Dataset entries
--------------------------------
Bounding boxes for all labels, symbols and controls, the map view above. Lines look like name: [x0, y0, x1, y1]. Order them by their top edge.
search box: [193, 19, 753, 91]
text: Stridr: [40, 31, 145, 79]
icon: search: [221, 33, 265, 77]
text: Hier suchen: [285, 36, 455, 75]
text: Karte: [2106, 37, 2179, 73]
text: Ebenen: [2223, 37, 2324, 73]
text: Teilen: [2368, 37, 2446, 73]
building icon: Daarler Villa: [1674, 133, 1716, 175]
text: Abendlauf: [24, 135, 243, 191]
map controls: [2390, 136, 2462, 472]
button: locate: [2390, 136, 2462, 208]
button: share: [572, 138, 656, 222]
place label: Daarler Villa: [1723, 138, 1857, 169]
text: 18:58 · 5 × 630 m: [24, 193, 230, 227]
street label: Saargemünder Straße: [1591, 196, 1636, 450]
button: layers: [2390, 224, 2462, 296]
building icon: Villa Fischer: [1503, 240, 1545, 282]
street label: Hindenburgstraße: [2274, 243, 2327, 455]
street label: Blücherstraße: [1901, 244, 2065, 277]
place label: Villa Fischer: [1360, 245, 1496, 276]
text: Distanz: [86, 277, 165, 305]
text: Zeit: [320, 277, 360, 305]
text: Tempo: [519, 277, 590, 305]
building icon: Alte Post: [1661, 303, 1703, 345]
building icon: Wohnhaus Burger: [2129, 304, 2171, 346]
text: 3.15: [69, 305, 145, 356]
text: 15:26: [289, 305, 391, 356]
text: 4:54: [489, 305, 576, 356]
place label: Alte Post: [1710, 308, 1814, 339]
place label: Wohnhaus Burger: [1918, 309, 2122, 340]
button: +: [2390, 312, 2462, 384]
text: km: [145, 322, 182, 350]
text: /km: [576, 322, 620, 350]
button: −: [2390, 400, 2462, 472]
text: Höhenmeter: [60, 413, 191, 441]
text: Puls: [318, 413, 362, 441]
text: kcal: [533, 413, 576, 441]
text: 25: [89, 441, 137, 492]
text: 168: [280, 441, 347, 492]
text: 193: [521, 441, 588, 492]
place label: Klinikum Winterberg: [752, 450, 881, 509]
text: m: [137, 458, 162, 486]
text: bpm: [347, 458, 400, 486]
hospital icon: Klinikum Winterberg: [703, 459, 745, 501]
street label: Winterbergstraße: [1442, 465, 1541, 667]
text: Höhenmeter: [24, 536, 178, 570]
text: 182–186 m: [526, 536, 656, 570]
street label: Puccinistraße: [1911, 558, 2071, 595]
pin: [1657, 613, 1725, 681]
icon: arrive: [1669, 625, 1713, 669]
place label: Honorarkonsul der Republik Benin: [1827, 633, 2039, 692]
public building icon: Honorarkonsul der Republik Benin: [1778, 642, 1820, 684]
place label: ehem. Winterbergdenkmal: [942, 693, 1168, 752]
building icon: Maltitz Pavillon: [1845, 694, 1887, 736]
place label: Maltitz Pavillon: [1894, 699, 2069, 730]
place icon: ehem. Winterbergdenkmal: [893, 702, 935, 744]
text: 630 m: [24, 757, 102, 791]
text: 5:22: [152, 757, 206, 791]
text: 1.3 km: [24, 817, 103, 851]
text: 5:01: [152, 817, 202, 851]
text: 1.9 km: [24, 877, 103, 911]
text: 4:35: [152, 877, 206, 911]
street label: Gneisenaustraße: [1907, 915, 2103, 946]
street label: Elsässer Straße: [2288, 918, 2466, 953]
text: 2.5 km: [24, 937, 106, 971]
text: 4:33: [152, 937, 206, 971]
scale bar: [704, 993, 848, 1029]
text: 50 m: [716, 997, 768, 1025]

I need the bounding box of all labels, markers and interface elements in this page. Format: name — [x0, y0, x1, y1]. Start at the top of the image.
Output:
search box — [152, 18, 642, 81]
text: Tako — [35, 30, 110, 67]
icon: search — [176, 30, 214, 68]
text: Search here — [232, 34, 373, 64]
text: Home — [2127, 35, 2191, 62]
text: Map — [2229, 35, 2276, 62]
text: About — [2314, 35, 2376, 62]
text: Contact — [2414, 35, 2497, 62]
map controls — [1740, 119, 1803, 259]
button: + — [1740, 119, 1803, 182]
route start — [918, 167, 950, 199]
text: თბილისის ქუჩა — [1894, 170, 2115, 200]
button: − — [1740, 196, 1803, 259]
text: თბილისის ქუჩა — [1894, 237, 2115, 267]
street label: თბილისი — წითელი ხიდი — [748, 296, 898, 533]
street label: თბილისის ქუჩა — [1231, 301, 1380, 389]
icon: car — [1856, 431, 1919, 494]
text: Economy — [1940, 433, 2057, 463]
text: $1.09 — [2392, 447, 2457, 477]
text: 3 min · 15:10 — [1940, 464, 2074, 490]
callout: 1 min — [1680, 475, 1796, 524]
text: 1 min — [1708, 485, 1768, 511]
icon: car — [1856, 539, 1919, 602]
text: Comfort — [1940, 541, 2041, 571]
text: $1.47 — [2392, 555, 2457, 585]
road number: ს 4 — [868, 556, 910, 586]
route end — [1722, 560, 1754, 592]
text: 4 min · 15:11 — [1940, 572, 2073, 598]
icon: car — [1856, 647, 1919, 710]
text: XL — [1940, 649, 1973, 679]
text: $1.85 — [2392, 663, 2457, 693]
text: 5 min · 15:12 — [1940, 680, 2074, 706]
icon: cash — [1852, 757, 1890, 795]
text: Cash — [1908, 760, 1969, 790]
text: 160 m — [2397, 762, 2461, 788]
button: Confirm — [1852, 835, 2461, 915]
--------------------------------
• **Task instructions**
Set apart and copy each line of the records that holds the word "route".

• **Solution to the exercise**
route start — [918, 167, 950, 199]
route end — [1722, 560, 1754, 592]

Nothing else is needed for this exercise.